Lines below containing the word "Rochebozon" should be copied out.

Dataset excerpts:
|---|
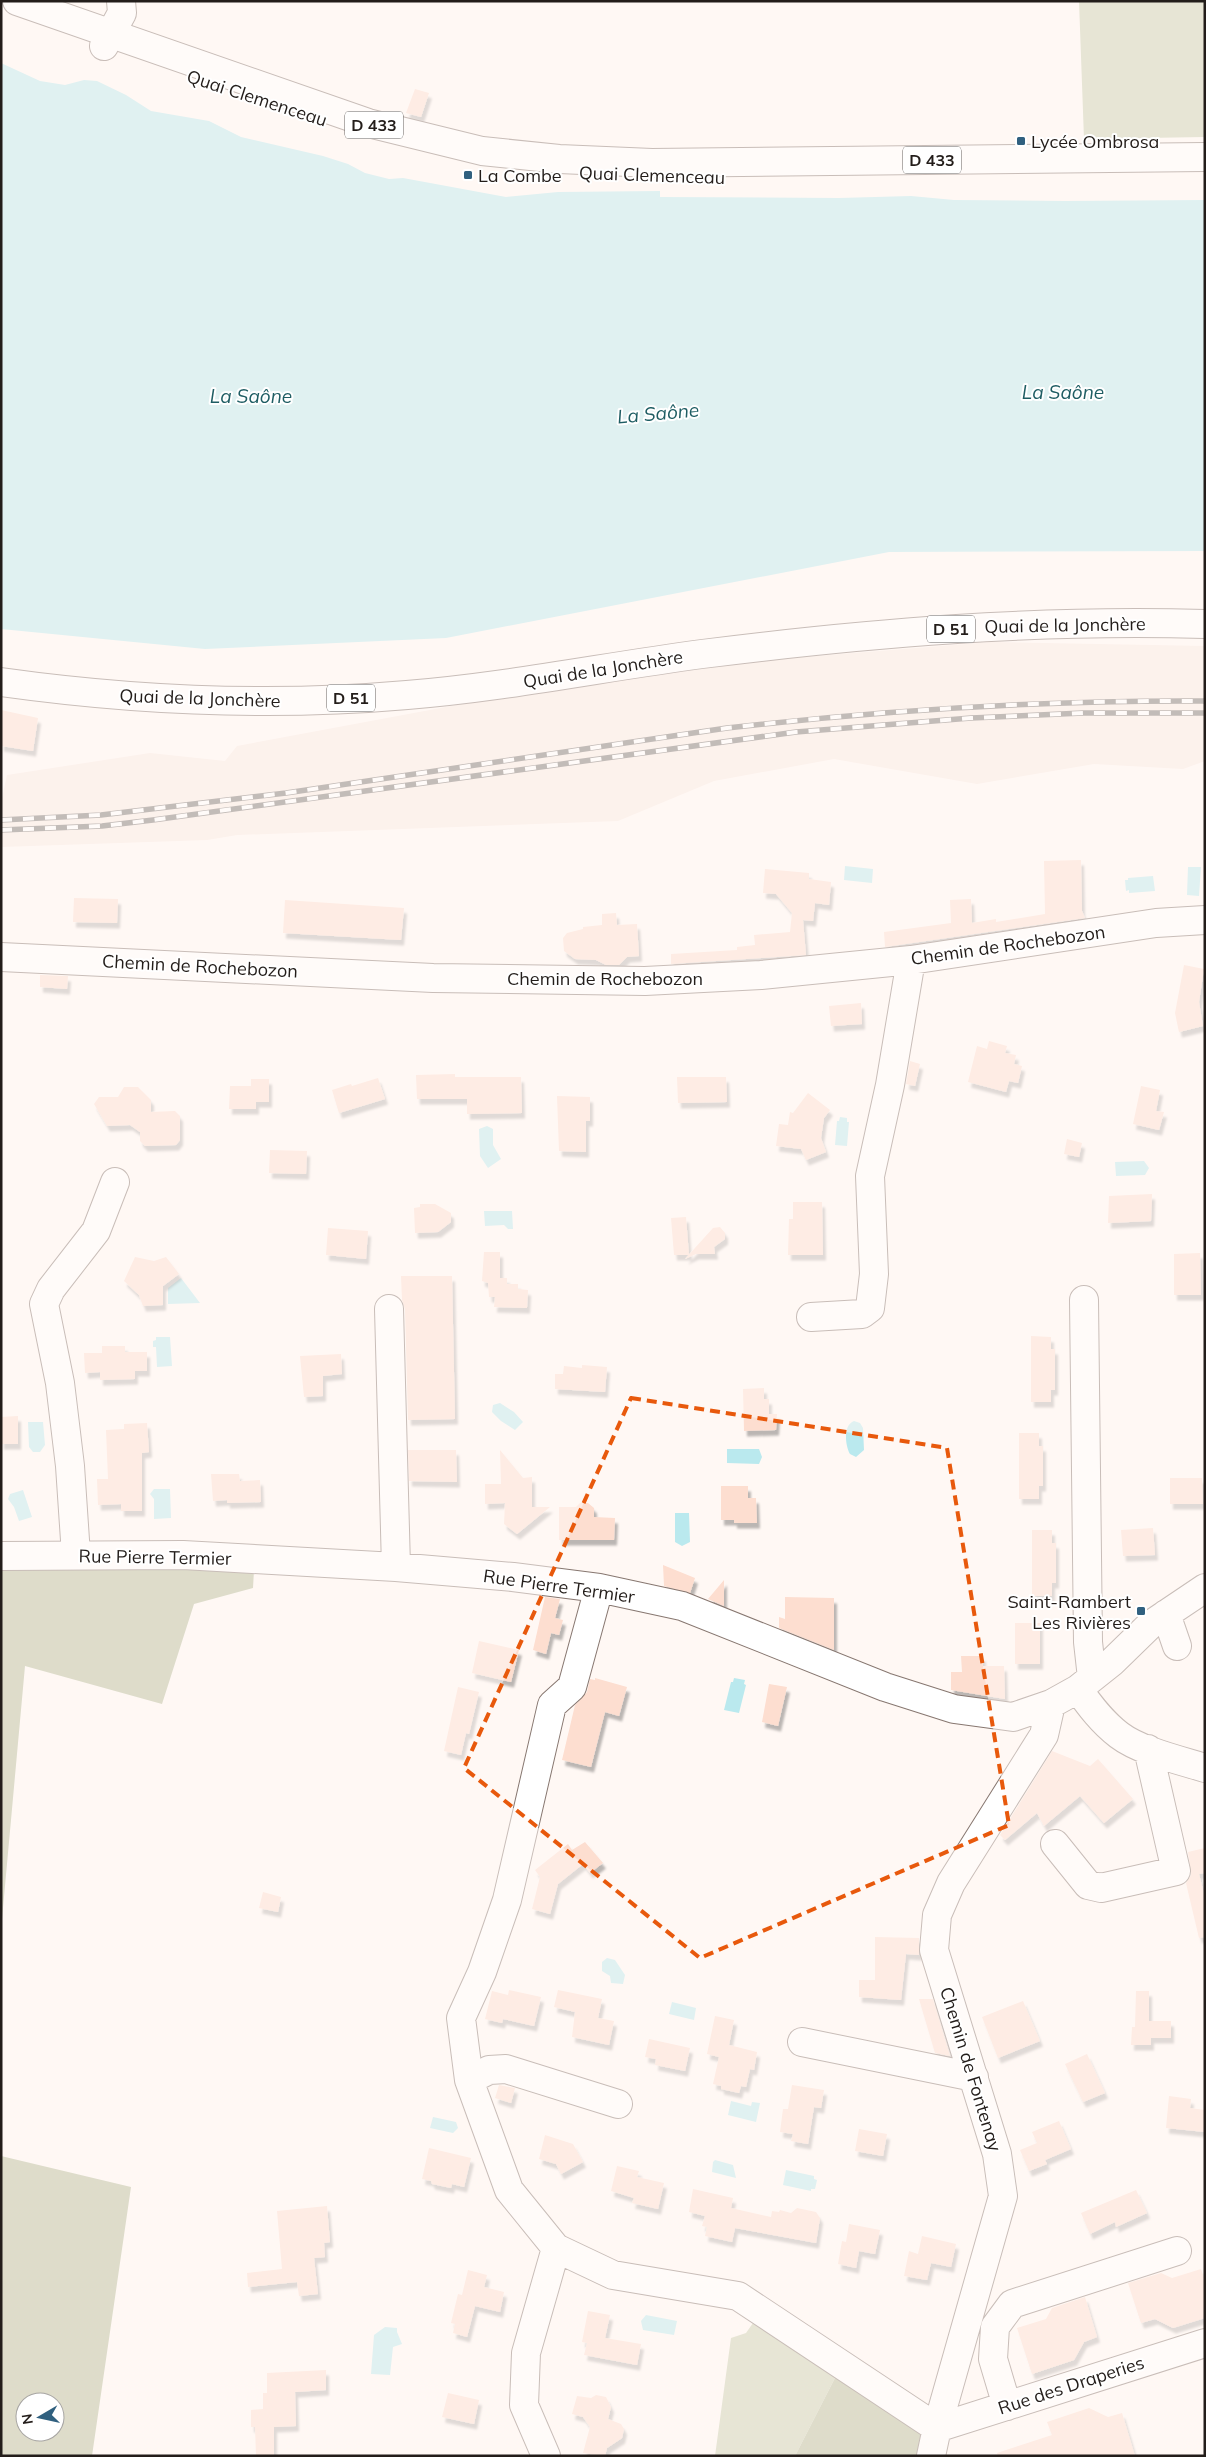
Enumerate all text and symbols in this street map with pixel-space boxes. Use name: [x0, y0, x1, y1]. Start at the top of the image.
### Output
street label: Quai Clemenceau: [184, 64, 330, 132]
road number: D 433: [345, 112, 403, 138]
place label: Lycée Ombrosa: [1031, 130, 1159, 153]
marker: Lycée Ombrosa: [1015, 135, 1027, 147]
road number: D 433: [903, 146, 961, 174]
street label: Quai Clemenceau: [578, 161, 726, 189]
place label: La Combe: [478, 164, 562, 187]
marker: La Combe: [462, 169, 474, 181]
water label: La Saône: [1022, 380, 1104, 404]
water label: La Saône: [210, 384, 292, 408]
water label: La Saône: [616, 397, 700, 429]
street label: Quai de la Jonchère: [984, 612, 1146, 638]
road number: D 51: [927, 616, 975, 642]
street label: Quai de la Jonchère: [522, 645, 684, 693]
street label: Quai de la Jonchère: [119, 684, 281, 712]
road number: D 51: [327, 684, 375, 711]
street label: Chemin de Rochebozon: [909, 920, 1107, 970]
street label: Chemin de Rochebozon: [102, 949, 298, 983]
street label: Chemin de Rochebozon: [507, 967, 703, 990]
street label: Rue Pierre Termier: [78, 1544, 232, 1570]
street label: Rue Pierre Termier: [482, 1564, 637, 1608]
place label: Saint-Rambert Les Rivières: [1007, 1590, 1131, 1634]
marker: Saint-Rambert Les Rivières: [1135, 1605, 1147, 1617]
street label: Chemin de Fontenay: [935, 1984, 1007, 2154]
street label: Rue des Draperies: [995, 2350, 1147, 2419]
north arrow: [15, 2392, 65, 2442]
text: N: [17, 2412, 37, 2426]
|---|
(Answer section):
street label: Chemin de Rochebozon: [909, 920, 1107, 970]
street label: Chemin de Rochebozon: [102, 949, 298, 983]
street label: Chemin de Rochebozon: [507, 967, 703, 990]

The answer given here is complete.